Description
It looks like that the `f.udf(UDF0, DataType)` variant of the UDF Column-creating methods is wrong (https://github.com/apache/spark/blob/c3e32bf06c35ba2580d46150923abfa795b4446a/sql/core/src/main/scala/org/apache/spark/sql/functions.scala#L4061):
def udf(f: UDF0[_], returnType: DataType): UserDefinedFunction = { val func = f.asInstanceOf[UDF0[Any]].call() SparkUserDefinedFunction.create(() => func, returnType, inputSchemas = Seq.fill(0)(None)) }
Here the UDF passed as the first argument will be called right inside the `udf` method on the driver, rather than at the dataframe computation time on executors.

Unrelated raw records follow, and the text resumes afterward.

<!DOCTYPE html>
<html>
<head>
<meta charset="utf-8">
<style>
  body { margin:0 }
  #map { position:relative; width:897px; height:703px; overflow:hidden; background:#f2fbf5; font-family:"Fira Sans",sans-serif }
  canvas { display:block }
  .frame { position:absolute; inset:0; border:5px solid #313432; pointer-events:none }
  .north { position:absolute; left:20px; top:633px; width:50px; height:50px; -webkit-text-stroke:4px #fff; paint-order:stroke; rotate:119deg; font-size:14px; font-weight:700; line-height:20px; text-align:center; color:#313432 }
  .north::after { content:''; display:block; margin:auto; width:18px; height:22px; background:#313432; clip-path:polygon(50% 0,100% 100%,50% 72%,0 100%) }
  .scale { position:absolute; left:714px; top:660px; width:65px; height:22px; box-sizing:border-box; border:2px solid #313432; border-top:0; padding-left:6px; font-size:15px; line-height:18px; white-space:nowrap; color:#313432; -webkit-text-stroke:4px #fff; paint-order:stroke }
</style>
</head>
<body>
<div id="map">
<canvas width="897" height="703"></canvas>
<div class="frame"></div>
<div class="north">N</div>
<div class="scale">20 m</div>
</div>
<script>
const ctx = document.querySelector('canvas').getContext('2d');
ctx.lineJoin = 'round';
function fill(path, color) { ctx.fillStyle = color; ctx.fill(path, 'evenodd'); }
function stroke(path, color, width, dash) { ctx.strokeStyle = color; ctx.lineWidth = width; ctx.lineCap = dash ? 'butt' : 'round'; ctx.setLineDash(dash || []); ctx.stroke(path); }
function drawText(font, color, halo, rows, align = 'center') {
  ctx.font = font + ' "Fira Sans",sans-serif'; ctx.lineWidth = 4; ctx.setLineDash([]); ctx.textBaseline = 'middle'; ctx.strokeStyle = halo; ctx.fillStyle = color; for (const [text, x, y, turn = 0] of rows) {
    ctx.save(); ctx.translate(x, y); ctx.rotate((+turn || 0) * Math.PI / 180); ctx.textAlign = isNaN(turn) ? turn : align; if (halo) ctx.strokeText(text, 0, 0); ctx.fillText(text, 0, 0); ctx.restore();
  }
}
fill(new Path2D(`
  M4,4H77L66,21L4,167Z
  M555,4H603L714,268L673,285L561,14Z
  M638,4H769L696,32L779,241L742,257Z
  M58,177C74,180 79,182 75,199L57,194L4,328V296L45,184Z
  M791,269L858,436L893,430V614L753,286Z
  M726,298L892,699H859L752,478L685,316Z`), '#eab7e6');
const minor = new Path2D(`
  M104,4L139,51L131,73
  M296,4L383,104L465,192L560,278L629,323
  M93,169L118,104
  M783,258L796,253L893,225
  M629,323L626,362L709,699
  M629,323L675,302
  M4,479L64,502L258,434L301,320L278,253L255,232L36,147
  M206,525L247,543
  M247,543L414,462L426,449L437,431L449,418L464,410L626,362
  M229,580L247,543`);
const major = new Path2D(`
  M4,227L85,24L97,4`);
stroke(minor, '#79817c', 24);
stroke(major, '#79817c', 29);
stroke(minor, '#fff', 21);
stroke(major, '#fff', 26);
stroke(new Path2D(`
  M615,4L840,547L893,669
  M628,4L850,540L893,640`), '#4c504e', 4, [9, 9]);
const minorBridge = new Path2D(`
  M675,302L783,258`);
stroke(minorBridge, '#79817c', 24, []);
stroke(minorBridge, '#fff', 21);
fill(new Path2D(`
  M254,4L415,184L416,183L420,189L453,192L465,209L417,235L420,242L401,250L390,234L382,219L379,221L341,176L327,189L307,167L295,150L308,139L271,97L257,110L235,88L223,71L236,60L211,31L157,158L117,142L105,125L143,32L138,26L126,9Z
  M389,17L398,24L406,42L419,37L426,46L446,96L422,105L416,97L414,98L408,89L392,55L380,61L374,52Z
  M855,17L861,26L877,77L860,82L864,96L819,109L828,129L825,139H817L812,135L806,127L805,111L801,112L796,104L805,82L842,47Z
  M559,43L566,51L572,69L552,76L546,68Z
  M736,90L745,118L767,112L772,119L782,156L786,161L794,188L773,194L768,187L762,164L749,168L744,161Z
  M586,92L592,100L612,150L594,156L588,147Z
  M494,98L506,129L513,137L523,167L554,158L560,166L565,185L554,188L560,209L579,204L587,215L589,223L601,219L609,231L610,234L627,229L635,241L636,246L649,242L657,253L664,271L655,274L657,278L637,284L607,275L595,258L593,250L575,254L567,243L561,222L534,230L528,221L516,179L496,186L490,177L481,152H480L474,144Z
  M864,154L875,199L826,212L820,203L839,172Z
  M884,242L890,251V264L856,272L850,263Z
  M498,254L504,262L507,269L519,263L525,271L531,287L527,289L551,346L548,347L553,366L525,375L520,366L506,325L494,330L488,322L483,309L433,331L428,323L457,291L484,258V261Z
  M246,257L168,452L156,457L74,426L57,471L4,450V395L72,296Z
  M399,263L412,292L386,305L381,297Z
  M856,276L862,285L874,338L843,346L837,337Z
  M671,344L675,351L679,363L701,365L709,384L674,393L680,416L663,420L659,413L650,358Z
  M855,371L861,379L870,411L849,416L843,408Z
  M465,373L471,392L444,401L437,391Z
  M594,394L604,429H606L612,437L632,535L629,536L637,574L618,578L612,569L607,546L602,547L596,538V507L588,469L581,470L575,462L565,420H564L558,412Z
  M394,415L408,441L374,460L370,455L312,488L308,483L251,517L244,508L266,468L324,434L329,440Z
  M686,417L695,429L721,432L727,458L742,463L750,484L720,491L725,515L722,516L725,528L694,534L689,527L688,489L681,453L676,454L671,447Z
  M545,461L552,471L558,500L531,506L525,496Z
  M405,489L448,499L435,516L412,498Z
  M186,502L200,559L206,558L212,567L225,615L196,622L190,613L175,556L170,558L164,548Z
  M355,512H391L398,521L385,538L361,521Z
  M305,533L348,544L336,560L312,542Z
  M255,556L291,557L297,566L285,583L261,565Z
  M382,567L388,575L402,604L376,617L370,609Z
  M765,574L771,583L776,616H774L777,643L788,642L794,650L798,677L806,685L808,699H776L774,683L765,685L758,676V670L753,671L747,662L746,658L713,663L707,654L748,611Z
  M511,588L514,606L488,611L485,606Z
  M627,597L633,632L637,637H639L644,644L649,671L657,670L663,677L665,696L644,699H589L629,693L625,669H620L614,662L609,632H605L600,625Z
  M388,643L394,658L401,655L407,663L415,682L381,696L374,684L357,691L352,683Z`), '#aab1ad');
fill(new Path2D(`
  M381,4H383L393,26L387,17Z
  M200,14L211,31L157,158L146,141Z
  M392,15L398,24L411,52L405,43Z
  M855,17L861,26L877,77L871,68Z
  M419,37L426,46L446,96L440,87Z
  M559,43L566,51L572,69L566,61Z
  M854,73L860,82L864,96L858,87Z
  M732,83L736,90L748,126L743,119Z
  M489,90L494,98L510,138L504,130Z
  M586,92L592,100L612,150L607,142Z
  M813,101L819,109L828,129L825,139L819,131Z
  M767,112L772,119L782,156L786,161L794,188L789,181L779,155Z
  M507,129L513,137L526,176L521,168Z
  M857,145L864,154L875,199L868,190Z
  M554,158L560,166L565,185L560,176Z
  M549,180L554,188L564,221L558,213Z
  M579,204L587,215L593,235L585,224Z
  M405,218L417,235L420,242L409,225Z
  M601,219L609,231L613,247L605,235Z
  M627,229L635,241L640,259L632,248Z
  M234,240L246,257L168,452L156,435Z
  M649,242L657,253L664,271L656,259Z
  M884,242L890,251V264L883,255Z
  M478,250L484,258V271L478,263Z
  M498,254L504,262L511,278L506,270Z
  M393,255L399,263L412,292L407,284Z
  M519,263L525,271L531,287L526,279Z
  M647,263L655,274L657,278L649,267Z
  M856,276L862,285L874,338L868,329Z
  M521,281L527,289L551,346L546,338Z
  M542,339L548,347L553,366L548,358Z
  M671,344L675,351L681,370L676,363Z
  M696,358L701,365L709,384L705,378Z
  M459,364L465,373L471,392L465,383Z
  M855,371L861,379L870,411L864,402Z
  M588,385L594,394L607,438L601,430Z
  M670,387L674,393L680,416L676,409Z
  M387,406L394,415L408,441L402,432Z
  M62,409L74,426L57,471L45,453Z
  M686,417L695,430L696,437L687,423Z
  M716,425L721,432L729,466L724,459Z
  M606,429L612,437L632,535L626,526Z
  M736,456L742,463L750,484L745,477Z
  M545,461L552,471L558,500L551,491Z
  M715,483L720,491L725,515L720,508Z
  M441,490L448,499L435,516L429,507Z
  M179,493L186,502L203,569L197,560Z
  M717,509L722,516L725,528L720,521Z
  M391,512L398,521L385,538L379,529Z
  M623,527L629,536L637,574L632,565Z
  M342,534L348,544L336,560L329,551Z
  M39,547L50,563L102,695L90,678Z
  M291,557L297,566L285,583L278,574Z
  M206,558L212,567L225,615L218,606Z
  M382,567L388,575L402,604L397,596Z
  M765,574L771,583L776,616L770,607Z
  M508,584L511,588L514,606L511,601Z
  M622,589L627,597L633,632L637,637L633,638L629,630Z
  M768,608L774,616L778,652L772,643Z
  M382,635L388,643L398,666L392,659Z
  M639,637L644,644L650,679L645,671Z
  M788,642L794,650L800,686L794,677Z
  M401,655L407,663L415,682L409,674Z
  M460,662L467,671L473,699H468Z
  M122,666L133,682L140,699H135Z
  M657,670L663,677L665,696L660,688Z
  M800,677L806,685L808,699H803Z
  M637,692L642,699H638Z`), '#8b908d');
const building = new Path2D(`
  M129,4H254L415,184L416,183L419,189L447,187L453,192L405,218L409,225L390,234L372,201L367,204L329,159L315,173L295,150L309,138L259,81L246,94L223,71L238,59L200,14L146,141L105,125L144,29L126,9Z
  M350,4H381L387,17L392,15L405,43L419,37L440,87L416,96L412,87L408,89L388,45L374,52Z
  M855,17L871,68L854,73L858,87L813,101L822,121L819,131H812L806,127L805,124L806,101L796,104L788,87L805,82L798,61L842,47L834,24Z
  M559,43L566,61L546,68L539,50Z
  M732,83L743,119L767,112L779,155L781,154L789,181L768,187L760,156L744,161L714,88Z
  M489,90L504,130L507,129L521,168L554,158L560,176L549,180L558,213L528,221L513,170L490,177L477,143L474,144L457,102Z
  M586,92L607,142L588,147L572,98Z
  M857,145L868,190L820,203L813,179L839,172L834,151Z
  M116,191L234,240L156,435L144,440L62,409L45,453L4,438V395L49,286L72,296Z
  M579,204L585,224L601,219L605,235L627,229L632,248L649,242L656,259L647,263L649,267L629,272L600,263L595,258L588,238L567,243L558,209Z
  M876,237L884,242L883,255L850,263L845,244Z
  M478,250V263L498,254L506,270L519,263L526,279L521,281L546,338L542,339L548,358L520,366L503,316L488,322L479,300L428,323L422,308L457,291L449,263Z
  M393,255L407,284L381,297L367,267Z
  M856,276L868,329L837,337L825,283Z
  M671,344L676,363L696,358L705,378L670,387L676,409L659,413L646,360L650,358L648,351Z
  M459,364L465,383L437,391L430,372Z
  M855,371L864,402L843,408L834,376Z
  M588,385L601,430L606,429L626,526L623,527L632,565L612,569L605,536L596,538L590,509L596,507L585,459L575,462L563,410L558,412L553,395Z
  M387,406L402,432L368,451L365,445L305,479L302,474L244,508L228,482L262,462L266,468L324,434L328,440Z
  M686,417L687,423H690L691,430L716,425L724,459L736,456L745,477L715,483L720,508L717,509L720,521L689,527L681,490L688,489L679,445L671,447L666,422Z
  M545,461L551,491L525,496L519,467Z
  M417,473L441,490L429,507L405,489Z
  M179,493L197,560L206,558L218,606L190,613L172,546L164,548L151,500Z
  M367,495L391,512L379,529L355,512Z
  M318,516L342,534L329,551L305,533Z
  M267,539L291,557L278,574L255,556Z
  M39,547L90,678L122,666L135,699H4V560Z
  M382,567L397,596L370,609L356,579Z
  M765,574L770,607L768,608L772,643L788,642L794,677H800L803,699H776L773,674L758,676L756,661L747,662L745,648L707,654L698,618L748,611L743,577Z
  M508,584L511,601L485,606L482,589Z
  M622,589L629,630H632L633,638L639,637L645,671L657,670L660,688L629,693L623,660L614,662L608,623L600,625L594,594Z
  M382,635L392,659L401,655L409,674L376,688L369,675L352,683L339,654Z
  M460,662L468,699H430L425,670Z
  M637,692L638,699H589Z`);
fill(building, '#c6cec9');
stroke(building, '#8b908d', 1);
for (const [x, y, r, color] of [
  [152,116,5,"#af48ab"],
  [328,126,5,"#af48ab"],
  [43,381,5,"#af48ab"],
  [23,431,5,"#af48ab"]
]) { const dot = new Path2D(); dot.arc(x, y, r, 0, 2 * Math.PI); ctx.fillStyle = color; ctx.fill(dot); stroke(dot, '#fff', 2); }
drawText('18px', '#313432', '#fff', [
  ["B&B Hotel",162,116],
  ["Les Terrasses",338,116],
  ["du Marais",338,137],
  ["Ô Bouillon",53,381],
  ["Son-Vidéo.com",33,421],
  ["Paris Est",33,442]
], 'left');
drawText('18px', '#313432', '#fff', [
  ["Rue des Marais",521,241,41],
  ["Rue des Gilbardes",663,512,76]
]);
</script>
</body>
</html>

One of the major issues here is that non-deterministic UDFs (e.g. generating a random value) will produce unexpected results:
val scalaudf = f.udf { () => scala.util.Random.nextInt() }.asNondeterministic() val javaudf = f.udf(new UDF0[Int] { override def call(): Int = scala.util.Random.nextInt() }, IntegerType).asNondeterministic() (1 to 100).toDF().select(scalaudf().as("scala"), javaudf().as("java")).show() // prints +-----------+---------+ | scala| java| +-----------+---------+ | 934190385|478543809| |-1082102515|478543809| | 774466710|478543809| | 1883582103|478543809| |-1959743031|478543809| | 1534685218|478543809| | 1158899264|478543809| |-1572590653|478543809| | -309451364|478543809| | -906574467|478543809| | -436584308|478543809| | 1598340674|478543809| |-1331343156|478543809| |-1804177830|478543809| |-1682906106|478543809| | -197444289|478543809| | 260603049|478543809| |-1993515667|478543809| |-1304685845|478543809| | 481017016|478543809| +-----------+---------
Note that the version which relies on a different overload of the `functions.udf` method works correctly.